Everyone has favorite things.  I’m not talking about a crackling fire or the smell of cut grass, but real tangible things.  And let’s be honest.  Nobody really sits around thinking about raindrops on roses or whiskers on kittens.  Who’s thankful that kittens have whiskers?  Isn’t it just naturally assumed they’ll be born with them?  Are some poor kittens born without whiskers, the poor suckers running around hairless and whimpering?  If someone is even thinking of cat whiskers, I suggest they find a hobby.

Here are a few of my favorite things that are actually cool.  Raindrops on roses, I swear.

(1) Perrier with Lime.  It’s sparkly.  It makes me feel fancy.  There’s just no need to drink tap water when you can drink spring water from the south of France.  No’ sir.

(2) Starbucks blond-roast.  It’s smooth and silky.  It gets me through the morning after a long bender of writing.

(3) Gruyere cheese.  Anytime, anyplace.  Even my five-year-old knows to stay away from it.  It’s more precious to me than chocolate chips.  And that says a lot.

(4) Oatmeal dark-chocolate cookies from scratch.  Nothing can top it.  Except for perhaps Gruyere, but that’s not a fair comparison.

(5) TIVO.  I can no longer comprehend a world where you cannot pause live television and fast-forward through commercials.  I shudder to imagine it.

(6) MAC powder.  It’s quick, and it covers your sags, bags, and dark circles.  It’s better than a night’s sleep for the look of your skin.  I’m always a sucker for those MAC salespeople, their faces all painted up with odd colors and tool belts of brushes dangling from their hips.

(7) Down bedding.  I like to lie on top of it, wallow underneath it, and basically sleep atop one big marshmallow.

(8) Loreal Tubes Mascara.  Just go buy it.  You’ll thank me.  It peels off your eyelashes in little tubes, and I think that’s just glorious.

(9) My apple computer.  If I didn’t have it, I’d crawl back to the store scratching and crying and immediately buy another.  I’m a total addict.

(10)               Salted caramels from Dean & Deluca.  Or Williams-Sonoma. I’m not that picky, I swear.  Okay, maybe a little.  If you get me caramels from Target I’m throwing them in the trash.

On the other hand, there are things I can’t stand:

(1) Hominy.  It’s bloated and strange.  It looks like little tiny fur balls.  Why eat corn that’s all puffy and weird tasting?

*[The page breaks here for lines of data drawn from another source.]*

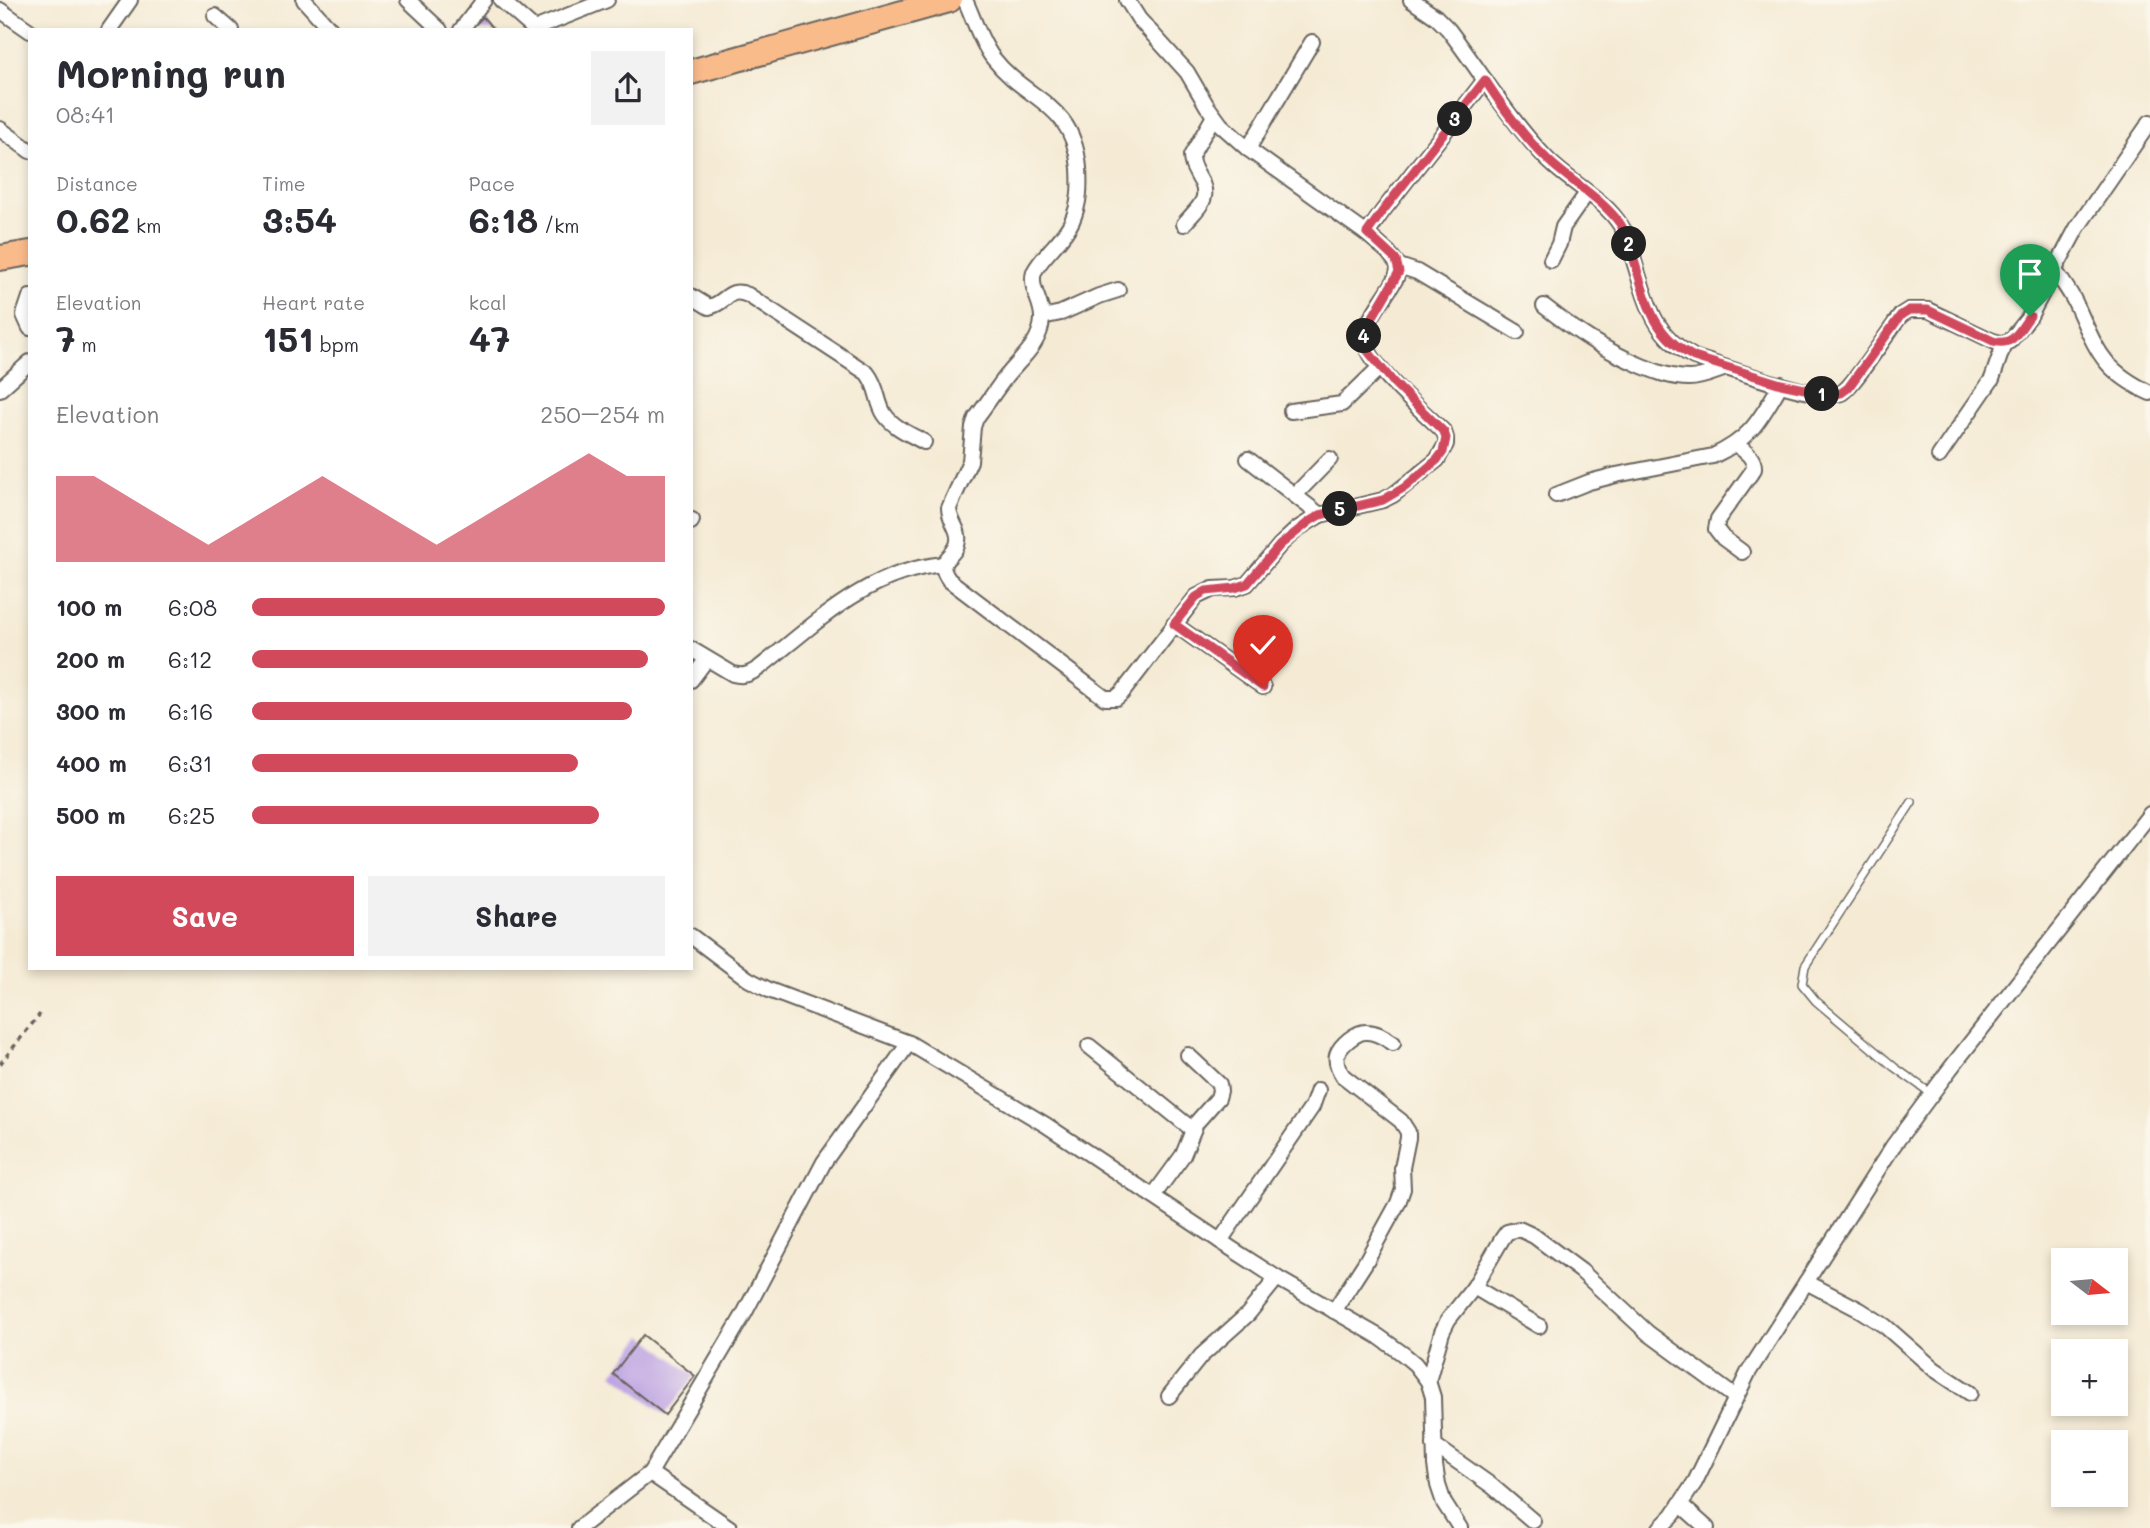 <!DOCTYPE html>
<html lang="en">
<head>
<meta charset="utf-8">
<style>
  :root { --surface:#fff; --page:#f2f2f3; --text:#2b2b33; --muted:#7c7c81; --accent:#d1495b }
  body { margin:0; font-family:Mali,sans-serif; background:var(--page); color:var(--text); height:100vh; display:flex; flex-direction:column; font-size:26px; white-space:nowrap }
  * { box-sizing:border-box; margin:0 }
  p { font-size:23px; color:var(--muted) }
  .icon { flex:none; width:38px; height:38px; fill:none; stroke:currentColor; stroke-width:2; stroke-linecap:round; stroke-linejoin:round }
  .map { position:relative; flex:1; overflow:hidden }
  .panel { position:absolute; left:28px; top:28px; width:665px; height:942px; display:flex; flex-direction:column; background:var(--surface); border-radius:0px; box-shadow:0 4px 10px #0003 }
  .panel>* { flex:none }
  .needle { width:46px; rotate:106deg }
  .tools { position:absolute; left:2051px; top:1248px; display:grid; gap:14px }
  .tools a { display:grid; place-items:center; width:77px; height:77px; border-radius:0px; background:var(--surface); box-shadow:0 4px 10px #0003; font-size:35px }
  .pin { position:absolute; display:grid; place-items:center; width:60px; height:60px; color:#fff; margin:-72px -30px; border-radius:50% 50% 50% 0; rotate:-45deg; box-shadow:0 0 7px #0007 }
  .pin .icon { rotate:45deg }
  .km { position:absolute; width:35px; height:35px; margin:-18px; border-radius:50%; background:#222; color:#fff; font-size:19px; line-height:35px; text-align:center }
  .round { display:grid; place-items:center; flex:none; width:74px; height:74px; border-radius:0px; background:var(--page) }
  .headline { display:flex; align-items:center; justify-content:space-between; height:119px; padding:0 28px }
  h1 { font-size:38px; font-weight:700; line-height:52px }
  .stats { display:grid; grid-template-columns:repeat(3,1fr); gap:10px; height:119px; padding:7px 28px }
  .stats div { display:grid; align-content:center }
  .stats b { font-size:35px; font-weight:700 }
  .stats small { font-size:19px; font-weight:400 }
  .stats p { font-size:19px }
  .chart { height:196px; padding:14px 28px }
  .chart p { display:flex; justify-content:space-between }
  .chart svg { width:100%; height:126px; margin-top:7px; fill:var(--accent); opacity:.7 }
  .primary-button { display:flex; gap:14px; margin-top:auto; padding:14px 28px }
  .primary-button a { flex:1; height:80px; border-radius:0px; background:var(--accent); color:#fff; font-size:28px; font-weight:700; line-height:80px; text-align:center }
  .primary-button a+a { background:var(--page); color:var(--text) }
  ul { padding:0 28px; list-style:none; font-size:23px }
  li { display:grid; grid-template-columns:112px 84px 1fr; align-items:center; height:52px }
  li i { height:18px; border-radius:9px; background:var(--accent) }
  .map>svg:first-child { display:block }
  .building { fill:#b597e1 }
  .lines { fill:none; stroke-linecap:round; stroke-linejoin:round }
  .service-casing { stroke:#68645d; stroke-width:10 }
  .minor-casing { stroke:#68645d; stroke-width:18 }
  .trunk-casing { stroke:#68645d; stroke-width:28 }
  .path { stroke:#68645d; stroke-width:3.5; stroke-dasharray:5 5; stroke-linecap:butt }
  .service { stroke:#fff; stroke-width:7 }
  .minor { stroke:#fff; stroke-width:14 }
  .trunk { stroke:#fabb8b; stroke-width:24 }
  .route-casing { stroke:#fff; stroke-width:14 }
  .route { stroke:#d1495b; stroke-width:9 }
</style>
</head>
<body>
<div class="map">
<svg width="2150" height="1528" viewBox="0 0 2150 1528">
  <rect width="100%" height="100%" fill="#fbf7ec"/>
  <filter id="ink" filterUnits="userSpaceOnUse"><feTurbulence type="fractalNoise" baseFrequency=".0143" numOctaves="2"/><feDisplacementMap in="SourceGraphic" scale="14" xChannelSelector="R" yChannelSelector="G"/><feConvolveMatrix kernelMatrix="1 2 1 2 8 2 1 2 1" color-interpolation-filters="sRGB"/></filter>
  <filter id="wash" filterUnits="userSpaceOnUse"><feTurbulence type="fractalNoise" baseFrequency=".00686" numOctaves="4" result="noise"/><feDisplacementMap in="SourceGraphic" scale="28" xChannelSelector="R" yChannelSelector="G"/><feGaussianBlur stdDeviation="1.57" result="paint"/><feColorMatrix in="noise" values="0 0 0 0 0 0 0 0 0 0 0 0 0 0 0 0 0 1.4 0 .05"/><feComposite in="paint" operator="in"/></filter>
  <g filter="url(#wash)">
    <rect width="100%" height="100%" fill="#f5ebd5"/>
    <g id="blocks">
      <g class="building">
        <polygon points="483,17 494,30 469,30"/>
        <polygon points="643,1335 695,1376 665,1415 613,1374"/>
      </g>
    </g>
  </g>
  <g filter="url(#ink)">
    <use href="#blocks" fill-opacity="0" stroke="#68645d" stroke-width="2"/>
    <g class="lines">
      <defs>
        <polyline id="service" points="1912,802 1805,966 1802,984 1816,1001 1894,1067 1932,1094"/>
        <g id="minor">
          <polyline points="304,0 331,30"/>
          <polyline points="408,0 440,30"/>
          <polyline points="501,0 535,30"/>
          <path d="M965,0C974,19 980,41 993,58C1027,102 1073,101 1079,168C1080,187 1080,203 1072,221C1063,241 1044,253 1034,272C1029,289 1043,302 1042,319C1041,344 1019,360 1005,378C995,391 986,405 976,418L973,427L970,461L949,508C949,521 960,529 958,541C956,559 933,558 949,580L1105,698H1116L1122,693L1196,597L1213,589L1235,588L1247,584L1280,545L1297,529L1320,515L1383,500L1393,495L1437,460L1446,444V438L1444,432C1425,412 1356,358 1365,330C1370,316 1388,293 1396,278L1399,266L1388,252L1367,234L1248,149L1221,125L1207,106L1187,72L1139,19L1127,0"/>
          <path d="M1411,0L1436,17L1448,29C1481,72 1508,118 1545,157C1568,182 1603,197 1621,226C1628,236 1631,249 1634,261C1647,302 1653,336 1694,357C1719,365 1822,403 1841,393C1853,387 1890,329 1901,315L1909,310H1928L1993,341L2004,344L2010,341L2030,316L2077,228L2150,122"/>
          <polyline points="0,10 30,31"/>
          <polyline points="215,16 231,30"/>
          <polyline points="534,29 607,0"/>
          <polyline points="109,30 130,0"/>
          <polyline points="461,30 484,0"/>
          <polyline points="0,129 30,151"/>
          <polyline points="1248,149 1312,42"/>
          <path d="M1184,224C1197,208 1213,199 1199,178C1195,170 1191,165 1191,156L1214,116"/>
          <polyline points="1367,234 1382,212 1485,80"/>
          <polyline points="1551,260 1559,244 1563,227 1587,193"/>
          <polyline points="1399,266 1417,272 1517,332"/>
          <path d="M2054,269C2061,280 2069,290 2075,302C2097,349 2100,369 2150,393"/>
          <path d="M691,296L709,307C727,303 728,286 748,295L867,373C879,388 876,402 885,415C894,428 912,435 924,442"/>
          <polyline points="30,297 24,315 30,328"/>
          <path d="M1544,306C1577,332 1602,349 1642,366C1657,372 1672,378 1689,378C1702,378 1714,372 1726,368"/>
          <polyline points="1042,317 1061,313 1099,296 1118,290"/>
          <polyline points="0,389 30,362"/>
          <polyline points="1291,411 1342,404 1380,367"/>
          <path d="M1736,444C1744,451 1755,457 1754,469L1718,519L1716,529L1723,538L1742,552"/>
          <polyline points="1939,456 1992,379 2004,344"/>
          <polyline points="1248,459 1320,515"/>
          <polyline points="1295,495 1330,459"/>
          <path d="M1556,495L1589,482L1616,475L1713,456C1752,438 1760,419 1781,384"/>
          <polyline points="691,522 692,520"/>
          <polyline points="1174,624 1263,687"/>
          <path d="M691,649L733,674C744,677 750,674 759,668C818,622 865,572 944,564"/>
          <polyline points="691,680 706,660"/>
          <polyline points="691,936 748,979 769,990 909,1043 1046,1125 1232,1249 1277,1278 1378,1336 1403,1354 1415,1364 1428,1381 1433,1397 1435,1465 1438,1485 1444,1503 1460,1528"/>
          <polyline points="1089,1046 1193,1130"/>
          <polyline points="1153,1196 1183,1155 1196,1123 1218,1098 1220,1091 1219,1084 1188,1055"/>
          <polyline points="1220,1241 1312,1107 1318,1090"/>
          <polyline points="1806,1282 1860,1310 1885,1326 1934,1369 1970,1393"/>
          <polyline points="1474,1287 1539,1326"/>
          <path d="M1334,1311L1365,1263L1398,1203L1403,1189L1402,1168L1408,1138V1132L1401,1121L1343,1076C1339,1070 1335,1063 1337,1055C1340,1045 1357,1031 1367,1032C1377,1032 1385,1038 1393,1043"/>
          <polyline points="1428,1381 1442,1332 1448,1320 1474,1287 1502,1239 1507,1232 1519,1229 1534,1236 1581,1271 1648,1333 1735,1397"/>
          <polyline points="1169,1396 1201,1356 1248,1314 1277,1278"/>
          <polyline points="1434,1445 1492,1486 1533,1521"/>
          <polyline points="650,1473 730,1528"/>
          <polyline points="1680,1504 1707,1528"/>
          <polyline points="579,1528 650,1473 744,1314 824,1162 909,1043"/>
          <polyline points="1660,1528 1673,1515 1695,1482 1748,1373 1893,1146 1950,1069 2150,814"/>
        </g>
        <g id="trunk">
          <polyline points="691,72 949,0"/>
          <polyline points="0,258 30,253"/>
        </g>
      </defs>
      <use href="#service" class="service-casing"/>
      <use href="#minor" class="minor-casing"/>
      <use href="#trunk" class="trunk-casing"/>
      <polyline class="path" points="0,1064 40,1014"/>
      <use href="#service" class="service"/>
      <use href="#minor" class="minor"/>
      <use href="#trunk" class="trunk"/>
    </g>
  </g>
  <g class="lines" filter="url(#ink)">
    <defs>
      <path id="route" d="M1263,687L1174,624L1196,597L1206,591L1235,588L1247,584L1280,545L1310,521L1320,515L1383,500L1405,487L1437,460L1443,452L1446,438L1444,432L1394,383L1366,349L1365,330L1399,272L1396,260L1367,233L1382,212L1485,80C1503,108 1524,137 1548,160C1571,182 1603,199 1621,225C1627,236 1631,248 1634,260C1647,302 1652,335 1694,357L1781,384L1833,395L1841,393L1848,388L1901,315L1909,310H1928L1993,341C2014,347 2018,331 2030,316"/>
    </defs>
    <use href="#route" class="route-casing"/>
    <use href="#route" class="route"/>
  </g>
</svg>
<div class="tools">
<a><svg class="needle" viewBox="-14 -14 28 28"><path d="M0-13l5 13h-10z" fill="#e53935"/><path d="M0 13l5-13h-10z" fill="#7c7c81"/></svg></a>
<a>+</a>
<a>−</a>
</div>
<div class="pin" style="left:2030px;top:316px;background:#1e9e55"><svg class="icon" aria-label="arrive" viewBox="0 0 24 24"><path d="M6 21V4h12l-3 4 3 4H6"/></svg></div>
<div class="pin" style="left:1263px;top:687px;background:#d93025"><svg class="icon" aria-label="check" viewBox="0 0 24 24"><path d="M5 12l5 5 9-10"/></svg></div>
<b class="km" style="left:1822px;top:394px">1</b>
<b class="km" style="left:1629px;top:244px">2</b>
<b class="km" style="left:1455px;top:119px">3</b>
<b class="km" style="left:1364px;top:336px">4</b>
<b class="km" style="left:1340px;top:509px">5</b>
<section class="panel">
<div class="headline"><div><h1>Morning run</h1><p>08:41</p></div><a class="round"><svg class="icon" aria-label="share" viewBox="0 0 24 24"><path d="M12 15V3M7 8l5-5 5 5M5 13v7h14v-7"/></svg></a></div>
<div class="stats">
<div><p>Distance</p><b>0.62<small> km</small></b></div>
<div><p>Time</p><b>3:54</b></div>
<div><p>Pace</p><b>6:18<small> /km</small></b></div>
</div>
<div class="stats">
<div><p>Elevation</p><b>7<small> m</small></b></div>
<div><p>Heart rate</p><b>151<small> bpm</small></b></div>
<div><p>kcal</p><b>47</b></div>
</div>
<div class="chart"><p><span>Elevation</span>250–254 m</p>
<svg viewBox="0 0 160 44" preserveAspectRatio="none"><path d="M0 44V14L10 14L20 22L30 30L40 38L50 30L60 22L70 14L80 22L90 30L100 38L110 30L120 22L130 14L140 6L150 14L160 14V44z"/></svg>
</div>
<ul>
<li><b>100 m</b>6:08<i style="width:100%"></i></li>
<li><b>200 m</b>6:12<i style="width:96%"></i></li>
<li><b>300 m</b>6:16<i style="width:92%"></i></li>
<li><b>400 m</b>6:31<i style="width:79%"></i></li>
<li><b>500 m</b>6:25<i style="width:84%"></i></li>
</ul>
<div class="primary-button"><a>Save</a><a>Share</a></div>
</section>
</div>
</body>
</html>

(2) Shrimp.  To me, they are the ocean’s cockroaches.  I stay far, far away. Don’t tell me they’re good on the grill.  Do you roast other pesky insect-like creatures and sprinkle sea salt on top?  I don’t think so.

(3) Daytime television.  You deplete brain cells by watching it.  Resist the urge to find out who slept with the pub owner’s cousin who recently was convicted of murdering the Baroness’ housekeeper.  Because honestly, these aren’t real people.  Who the heck cares.

(4) Double negatives.  You don’t gotta do it.  You just don’t.

(5) Candles that smell like cinnamon rolls.  They make you hungry.  Why torture yourself?  Wouldn’t you rather smell flowers or fresh linen?  Why walk around with your mouth watering?

(6) Car commercials.  Someday I’m going to hear a witty and soft-toned commercial about how a car can change your life. But until then, all I see is a bunch of bad ties, balloons, and unnecessary yelling.

(7) Cheap eye shadow.  You know when you are on vacation and you forget your make-up?  You end up at Wal-mart buying Cover Girl?  It’s trash.  Go free and natural until you can head back to Nordstrom.  Trust me on this.

(8) Automated phone trees that don’t use “0” for the operator.  Why use six or some other goofy number?  Zero, people!

(9) Rice cakes.  There is just no need to eat cardboard.

(10)               When celebrities gripe about their private life being overly exposed.  Choose to be a veterinarian, and your problems are solved.  But the moment you get paid over two million to be in a movie, I get to know what your dog’s name is and what color underwear you like best.  That’s the way this thing works.  Deal?